Another interesting fact about the museum is that it embraces the concept of a midnight museum, open 365 days a year. Accessibility and availability are among their artistic priorities, along with the ambition to elevate the museum experience to a new level. Visiting a museum before midnight? It sounded like something I wanted to try, and I did. By then, the mall is much quieter, and the people you meet are those seeking a late-night dose of art. Fascinating, right?, says the museum director, the charismatic Ai Lin, who continues by explaining that her own experiences inspired her to support extended nighttime hours in institutions like museums. When I travel, I often find myself with little time, she tells me. I am in a rush, I may have just a few hours, and as a museum visitor I have to plan everything carefully. Opening hours, whether it is Monday or Tuesday when a museum might be closed, and other details. Here we wanted to change the experience of going to a museum. Here you can take all the time in the world to view an exhibition in peace, and do it when there are no crowds. This is a new approach we hope will take root and shift how people think about visiting museums.

Ai Lin had just returned from Uzbekistan before our conversation, where she took part in a UNESCO conference panel on the role of artificial intelligence in museums. As an extension of the Deji Art Museum, a digital immersive exhibition titled An Era in Jinling has been installed. Through a gigantic wall screen, you can plunge into the life of Nanjing as it was several hundred years ago. We are pioneers of the interactive exhibition model called character into painting with real-time tracking that allows visitors to step inside the artwork and embark on an immersive journey a thousand years into the past to reconnect with ancient Chinese civilization, Ai Lin tells me as I notice, on the wall right next to the main entrance, a work by the world’s most famous AI artist, Refik Anadol. At that moment, I felt as if I had officially stepped into a wonderland.

Courtesy of Deji Art Museum

One immersive experience led me into another and then a third, and the power of the screens to pull you into moving images was astonishing. As the final layer of this entire journey comes the exhibition Beeple: Tales from a Synthetic Future, the first solo exhibition in Asia by the American digital artist Beeple, one of the most renowned figures in NFT art and generative digital art. Deji Art Museum had previously acquired his sculpture S.2122 (2023), one of the first Beeple works purchased by an Asian institution, which marked the beginning of a partnership between the artist and the museum.

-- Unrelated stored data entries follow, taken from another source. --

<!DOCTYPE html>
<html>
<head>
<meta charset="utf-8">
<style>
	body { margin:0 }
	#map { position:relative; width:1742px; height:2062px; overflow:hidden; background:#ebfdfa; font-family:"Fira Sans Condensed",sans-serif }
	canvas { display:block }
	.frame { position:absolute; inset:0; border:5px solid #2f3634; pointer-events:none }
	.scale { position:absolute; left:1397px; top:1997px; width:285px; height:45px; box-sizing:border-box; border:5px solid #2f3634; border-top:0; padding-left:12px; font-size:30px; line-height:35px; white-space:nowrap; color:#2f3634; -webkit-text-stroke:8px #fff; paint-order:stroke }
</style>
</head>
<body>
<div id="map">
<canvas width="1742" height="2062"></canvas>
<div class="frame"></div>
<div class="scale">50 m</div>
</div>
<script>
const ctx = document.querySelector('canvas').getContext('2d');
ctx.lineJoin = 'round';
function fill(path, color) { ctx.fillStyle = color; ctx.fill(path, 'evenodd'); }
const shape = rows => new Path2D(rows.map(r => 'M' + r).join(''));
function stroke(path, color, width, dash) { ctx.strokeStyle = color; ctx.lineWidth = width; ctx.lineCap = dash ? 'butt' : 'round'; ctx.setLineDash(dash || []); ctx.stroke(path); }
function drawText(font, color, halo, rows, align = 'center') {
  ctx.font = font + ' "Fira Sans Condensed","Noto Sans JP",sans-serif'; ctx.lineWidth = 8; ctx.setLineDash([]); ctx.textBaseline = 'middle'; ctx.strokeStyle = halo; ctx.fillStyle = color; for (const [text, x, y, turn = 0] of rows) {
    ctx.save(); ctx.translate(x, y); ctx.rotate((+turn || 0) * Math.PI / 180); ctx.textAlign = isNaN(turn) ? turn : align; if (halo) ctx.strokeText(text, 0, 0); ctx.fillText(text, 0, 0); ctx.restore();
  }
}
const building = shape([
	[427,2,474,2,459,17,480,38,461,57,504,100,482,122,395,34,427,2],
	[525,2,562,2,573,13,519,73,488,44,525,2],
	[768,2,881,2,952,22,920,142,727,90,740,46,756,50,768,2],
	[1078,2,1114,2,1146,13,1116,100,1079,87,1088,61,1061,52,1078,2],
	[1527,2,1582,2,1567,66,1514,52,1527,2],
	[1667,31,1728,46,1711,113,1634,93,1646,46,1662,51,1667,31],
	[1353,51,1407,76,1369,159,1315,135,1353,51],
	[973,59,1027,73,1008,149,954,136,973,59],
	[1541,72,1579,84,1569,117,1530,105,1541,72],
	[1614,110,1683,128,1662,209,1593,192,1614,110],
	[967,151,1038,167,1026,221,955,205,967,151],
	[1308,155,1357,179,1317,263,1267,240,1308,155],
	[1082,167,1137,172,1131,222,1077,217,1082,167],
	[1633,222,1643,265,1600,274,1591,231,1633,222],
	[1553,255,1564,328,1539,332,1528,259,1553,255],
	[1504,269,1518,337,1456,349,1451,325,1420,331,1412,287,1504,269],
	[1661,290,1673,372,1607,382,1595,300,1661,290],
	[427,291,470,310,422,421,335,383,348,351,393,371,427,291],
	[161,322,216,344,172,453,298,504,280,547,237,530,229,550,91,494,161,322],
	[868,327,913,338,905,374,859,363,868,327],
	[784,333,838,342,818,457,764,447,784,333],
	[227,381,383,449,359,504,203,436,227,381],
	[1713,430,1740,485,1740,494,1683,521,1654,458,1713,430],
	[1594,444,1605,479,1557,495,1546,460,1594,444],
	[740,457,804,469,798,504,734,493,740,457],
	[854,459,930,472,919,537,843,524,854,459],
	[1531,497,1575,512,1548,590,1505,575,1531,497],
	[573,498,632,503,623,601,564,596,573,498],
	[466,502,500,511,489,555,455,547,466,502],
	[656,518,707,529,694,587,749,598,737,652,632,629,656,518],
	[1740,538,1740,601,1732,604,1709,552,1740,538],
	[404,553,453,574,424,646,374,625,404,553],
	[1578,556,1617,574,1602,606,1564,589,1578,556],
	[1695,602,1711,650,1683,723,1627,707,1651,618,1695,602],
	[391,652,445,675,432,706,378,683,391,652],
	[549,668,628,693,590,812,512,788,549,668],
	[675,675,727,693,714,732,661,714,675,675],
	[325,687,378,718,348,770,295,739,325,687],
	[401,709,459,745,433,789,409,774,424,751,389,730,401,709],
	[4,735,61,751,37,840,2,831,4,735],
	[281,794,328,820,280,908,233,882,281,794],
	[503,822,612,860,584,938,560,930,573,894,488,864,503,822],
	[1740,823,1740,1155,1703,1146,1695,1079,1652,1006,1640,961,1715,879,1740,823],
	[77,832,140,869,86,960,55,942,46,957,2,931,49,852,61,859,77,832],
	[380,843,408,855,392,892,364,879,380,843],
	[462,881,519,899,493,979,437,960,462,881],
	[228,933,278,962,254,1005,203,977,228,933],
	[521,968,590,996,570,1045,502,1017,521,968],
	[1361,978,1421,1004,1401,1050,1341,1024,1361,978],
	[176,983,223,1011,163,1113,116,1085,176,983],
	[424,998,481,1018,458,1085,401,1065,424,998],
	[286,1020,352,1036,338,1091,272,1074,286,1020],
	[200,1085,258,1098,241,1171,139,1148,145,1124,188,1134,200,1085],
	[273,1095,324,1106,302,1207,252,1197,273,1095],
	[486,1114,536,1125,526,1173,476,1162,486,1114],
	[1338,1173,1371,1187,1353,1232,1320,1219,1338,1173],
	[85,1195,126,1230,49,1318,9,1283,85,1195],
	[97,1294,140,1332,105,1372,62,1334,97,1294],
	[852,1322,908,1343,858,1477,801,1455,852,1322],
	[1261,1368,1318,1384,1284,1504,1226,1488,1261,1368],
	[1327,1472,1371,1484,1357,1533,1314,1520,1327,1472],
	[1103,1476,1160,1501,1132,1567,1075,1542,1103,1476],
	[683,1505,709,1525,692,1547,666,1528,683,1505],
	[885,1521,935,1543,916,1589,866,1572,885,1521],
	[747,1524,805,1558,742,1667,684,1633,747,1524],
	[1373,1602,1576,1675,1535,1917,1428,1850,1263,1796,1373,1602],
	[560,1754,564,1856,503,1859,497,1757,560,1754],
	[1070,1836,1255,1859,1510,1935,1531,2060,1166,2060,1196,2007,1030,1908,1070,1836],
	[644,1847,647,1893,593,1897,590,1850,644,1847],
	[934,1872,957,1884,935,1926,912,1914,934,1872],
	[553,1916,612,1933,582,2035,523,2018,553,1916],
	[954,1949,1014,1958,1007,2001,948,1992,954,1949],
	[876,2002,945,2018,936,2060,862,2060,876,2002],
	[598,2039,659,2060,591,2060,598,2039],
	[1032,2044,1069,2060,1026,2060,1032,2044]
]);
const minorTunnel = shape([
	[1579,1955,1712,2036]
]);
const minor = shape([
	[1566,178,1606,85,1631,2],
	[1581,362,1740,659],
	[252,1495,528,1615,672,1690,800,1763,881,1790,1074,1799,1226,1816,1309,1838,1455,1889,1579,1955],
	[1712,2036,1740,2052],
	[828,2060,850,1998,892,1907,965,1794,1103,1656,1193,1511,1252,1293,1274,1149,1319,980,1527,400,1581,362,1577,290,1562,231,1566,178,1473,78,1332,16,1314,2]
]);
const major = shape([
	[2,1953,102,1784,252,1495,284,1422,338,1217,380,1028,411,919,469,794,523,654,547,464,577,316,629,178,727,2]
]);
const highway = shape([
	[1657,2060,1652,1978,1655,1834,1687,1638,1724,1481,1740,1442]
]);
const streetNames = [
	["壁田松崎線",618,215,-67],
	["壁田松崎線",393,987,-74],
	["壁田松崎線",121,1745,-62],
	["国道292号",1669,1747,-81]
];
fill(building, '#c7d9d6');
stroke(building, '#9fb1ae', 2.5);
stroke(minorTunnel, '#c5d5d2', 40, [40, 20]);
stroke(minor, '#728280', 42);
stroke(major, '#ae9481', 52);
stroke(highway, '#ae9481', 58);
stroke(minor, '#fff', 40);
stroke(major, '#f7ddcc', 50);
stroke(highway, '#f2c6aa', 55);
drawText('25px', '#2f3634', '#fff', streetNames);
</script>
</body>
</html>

Beeple’s art explores the relationship between technology, society, and art, touching on themes such as artificial intelligence, virtual reality, our physical and digital identities, and the ways technology reshapes our perception of reality and of art itself. The exhibition at Deji Art Museum allows Chinese and international audiences to experience Beeple’s work within an institutional art context, which is an important indicator of a broader global trend. Digital art is entering museum spaces with increasing force and becoming part of contemporary art history.

Courtesy of Deji Art Museum

I began my midnight museum experience by moving through the visually quieter world of Impressionism, Cubism, and all the other still painterly formats, and ended it by plunging into the shifting pixels of digital art. That immersive experience felt special and almost omnipresent, and let us not forget that I was still inside a shopping mall. It was also proof that here, on the other side of the world, things are shifting in an entirely new direction. Ai Lin also revealed to me that Nanjing is hoping to develop art tourism, and I do not think that is far from reality, especially considering that the museum itself is located on what they call the museum street. So if you are already going shopping, you might as well stop by the museum. I liked that attitude.